The kidney signal is just as concrete. In FLOW, among 3,533 people with type 2 diabetes and chronic kidney disease, once-weekly 1.0 mg reduced major kidney-disease events — kidney failure, a large drop in filtration, or kidney/cardiovascular death — by 24% (HR 0.76; 95% CI 0.66-0.88) [6]. And in 2025, the ESSENCE trial brought the liver into the picture, showing resolution of steatohepatitis without worsening fibrosis in 62.9% of patients versus 34.3% on placebo [24].
Semaglutide vs tirzepatide
On the head-to-head question, semaglutide vs tirzepatide, the cleanest answer comes from SURMOUNT-5: in 751 adults with obesity, tirzepatide produced greater mean weight loss than semaglutide at 72 weeks — -20.2% versus -13.7%, a roughly 6.5-percentage-point advantage, statistically significant (P<0.001) [7]. Tirzepatide is a dual agonist (it hits both the GIP and GLP-1 receptors), whereas semaglutide targets GLP-1 alone — a mechanistic difference often invoked to explain the gap.
The honest framing: both are highly effective, and the comparison is about degree, not direction. Semaglutide also carries the larger cardiovascular- and kidney-outcomes evidence base to date, which is a different axis of value than peak weight loss [3][6].
Compounded semaglutide
A practical chapter of the story is compounded semaglutide. During the federally declared shortage from roughly 2022 into early 2025, compounding pharmacies were permitted to prepare semaglutide outside the approved manufactured product. The approved-product evidence summarized on this site — STEP, SUSTAIN, SELECT, FLOW [1][2][3][6] — was generated with the manufactured drug; compounded or non-pharmaceutical sources fall outside that evidence base. After the shortage was declared resolved in 2025, those compounding pathways were curtailed, leaving ongoing regulatory and telehealth uncertainty. This site does not endorse, evaluate, or source any compounded preparation; it simply notes the distinction so the literature is read against the right product.

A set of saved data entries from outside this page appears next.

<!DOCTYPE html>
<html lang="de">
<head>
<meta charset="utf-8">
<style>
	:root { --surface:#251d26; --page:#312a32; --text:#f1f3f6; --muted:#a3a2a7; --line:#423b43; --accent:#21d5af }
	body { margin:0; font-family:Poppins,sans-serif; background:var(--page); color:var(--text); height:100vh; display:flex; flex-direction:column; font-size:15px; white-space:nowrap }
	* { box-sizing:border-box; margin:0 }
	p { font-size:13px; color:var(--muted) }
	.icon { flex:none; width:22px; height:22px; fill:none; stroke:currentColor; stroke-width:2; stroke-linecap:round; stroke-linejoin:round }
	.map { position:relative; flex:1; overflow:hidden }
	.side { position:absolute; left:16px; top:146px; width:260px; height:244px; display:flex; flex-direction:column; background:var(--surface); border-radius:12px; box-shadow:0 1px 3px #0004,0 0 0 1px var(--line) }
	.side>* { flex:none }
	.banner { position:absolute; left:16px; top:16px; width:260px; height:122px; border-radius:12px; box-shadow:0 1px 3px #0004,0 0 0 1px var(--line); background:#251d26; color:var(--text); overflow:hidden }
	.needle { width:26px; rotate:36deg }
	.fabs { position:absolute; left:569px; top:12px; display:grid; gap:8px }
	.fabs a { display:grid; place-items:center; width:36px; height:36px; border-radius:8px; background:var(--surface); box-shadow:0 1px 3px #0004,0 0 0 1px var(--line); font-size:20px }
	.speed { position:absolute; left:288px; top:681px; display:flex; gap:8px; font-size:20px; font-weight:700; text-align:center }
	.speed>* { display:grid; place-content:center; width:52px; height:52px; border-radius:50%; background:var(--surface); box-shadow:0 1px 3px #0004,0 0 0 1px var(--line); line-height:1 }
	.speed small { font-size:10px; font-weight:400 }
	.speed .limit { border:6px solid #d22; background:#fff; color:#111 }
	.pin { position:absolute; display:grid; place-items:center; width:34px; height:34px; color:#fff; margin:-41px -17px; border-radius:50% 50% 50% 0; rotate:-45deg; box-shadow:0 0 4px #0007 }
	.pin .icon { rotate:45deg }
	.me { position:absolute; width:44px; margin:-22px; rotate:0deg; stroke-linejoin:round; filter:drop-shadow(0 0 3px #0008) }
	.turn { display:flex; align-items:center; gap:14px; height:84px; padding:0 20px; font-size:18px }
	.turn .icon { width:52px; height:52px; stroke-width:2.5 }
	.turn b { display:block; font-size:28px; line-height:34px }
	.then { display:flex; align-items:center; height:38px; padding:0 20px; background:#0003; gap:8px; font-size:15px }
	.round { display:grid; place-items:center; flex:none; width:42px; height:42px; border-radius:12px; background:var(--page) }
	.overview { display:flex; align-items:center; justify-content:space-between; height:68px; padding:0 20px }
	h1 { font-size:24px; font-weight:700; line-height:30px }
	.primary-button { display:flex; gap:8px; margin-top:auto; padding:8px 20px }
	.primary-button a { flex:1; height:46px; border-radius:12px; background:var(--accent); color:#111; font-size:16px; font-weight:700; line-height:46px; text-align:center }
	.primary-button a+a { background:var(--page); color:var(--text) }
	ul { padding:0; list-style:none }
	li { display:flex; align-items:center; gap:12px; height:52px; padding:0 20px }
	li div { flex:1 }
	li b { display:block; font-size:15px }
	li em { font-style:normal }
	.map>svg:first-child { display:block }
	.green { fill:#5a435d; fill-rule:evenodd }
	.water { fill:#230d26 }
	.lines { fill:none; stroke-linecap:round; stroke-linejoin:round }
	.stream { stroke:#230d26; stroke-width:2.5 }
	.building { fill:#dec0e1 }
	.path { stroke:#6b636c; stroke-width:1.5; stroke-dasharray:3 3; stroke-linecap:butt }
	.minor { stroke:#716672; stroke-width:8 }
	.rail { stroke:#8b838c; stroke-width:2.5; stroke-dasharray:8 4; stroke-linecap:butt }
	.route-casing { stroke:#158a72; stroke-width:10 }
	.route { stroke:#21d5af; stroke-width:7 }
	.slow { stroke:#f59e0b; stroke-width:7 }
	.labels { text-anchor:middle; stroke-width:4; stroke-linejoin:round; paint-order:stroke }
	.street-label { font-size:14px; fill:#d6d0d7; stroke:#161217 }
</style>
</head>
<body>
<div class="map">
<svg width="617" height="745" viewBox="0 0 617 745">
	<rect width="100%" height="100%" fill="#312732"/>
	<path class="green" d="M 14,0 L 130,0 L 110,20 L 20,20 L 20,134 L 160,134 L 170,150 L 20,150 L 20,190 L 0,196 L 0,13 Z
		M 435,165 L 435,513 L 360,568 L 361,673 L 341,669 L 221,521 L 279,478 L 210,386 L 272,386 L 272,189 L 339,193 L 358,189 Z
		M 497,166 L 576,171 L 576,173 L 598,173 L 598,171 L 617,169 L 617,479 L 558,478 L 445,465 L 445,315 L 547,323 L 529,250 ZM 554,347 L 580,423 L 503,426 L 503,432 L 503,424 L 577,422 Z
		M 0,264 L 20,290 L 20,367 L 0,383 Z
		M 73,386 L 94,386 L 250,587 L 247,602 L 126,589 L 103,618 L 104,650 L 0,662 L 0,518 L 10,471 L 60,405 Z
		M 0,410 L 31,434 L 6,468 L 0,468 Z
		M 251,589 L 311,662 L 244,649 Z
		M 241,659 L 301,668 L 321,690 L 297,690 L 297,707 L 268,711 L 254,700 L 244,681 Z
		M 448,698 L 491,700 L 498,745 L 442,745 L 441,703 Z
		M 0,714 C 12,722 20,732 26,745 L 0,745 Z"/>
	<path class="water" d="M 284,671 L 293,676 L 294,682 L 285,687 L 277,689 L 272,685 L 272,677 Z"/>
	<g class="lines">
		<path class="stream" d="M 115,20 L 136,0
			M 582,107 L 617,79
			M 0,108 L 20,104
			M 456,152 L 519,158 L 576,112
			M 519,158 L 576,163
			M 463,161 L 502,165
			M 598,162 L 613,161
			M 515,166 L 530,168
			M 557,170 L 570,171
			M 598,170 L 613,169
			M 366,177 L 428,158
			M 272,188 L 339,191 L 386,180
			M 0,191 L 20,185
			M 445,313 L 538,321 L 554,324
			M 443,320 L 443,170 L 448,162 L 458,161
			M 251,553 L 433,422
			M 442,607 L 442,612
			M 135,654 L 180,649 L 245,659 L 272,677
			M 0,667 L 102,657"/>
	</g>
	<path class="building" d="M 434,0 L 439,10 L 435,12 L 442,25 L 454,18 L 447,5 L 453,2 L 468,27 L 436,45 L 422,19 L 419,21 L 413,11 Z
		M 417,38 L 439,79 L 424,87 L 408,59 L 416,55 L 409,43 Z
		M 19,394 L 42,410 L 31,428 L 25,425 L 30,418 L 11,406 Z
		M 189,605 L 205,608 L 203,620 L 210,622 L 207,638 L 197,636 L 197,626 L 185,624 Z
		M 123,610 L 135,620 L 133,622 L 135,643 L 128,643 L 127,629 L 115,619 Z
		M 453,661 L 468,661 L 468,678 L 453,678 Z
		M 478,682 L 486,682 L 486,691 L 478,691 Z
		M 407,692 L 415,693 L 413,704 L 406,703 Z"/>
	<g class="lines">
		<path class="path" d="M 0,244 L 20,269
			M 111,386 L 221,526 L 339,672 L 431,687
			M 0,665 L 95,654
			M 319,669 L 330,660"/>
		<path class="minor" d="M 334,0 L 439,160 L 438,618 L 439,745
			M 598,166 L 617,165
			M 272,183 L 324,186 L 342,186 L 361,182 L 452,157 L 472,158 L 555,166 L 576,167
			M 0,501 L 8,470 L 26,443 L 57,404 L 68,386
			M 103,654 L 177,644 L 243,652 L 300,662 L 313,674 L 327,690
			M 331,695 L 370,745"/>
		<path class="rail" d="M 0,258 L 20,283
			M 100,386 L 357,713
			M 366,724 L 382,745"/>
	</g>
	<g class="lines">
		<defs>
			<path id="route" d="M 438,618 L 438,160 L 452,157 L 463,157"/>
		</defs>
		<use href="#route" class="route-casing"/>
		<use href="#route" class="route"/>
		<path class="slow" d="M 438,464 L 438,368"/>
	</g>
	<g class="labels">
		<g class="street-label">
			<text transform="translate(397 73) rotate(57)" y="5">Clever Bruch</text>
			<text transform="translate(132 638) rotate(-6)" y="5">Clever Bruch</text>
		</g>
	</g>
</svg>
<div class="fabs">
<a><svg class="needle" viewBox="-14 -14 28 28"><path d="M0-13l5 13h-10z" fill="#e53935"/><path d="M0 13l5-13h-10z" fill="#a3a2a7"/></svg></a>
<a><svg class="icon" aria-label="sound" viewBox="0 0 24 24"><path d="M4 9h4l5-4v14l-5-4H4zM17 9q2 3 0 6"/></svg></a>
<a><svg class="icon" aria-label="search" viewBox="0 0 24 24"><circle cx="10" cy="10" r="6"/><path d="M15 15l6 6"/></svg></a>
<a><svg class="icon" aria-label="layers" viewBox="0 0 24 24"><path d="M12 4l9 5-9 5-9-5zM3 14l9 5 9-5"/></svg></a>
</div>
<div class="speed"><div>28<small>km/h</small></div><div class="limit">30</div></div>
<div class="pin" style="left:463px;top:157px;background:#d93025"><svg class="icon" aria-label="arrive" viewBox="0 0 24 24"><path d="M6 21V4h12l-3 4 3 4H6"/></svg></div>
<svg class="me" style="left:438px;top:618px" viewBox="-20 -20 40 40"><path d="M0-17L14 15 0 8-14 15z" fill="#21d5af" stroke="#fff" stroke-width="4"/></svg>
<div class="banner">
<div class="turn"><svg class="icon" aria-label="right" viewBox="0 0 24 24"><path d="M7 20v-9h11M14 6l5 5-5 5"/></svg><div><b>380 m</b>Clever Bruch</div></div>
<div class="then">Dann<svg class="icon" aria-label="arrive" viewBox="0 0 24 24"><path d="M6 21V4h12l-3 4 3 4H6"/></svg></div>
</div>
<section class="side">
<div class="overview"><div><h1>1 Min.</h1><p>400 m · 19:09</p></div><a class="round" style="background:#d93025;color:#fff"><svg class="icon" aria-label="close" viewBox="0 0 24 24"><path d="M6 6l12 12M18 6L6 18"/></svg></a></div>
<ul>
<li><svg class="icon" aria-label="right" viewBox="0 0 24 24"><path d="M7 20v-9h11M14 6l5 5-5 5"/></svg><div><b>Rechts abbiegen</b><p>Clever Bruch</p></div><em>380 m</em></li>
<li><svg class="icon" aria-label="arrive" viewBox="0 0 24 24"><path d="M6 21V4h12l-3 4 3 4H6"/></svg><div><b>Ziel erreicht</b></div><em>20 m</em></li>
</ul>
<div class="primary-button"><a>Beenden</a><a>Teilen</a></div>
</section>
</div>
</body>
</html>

Where the research goes next
The frontier is widening past metabolism. A 2024 mechanistic review catalogs preclinical effects — adipose-tissue browning, mitochondrial biogenesis, autophagy — and flags how much remains rodent-stage [12]. Pharmacovigilance work continues to map the real-world adverse-event profile [15], and a thyroid-risk assessment has worked to separate the rodent-derived warning from the (so far unconfirmed) human signal [16]. The pattern across all of it is consistent: a peptide whose central, appetite-quieting mechanism keeps generating new clinical questions worth testing.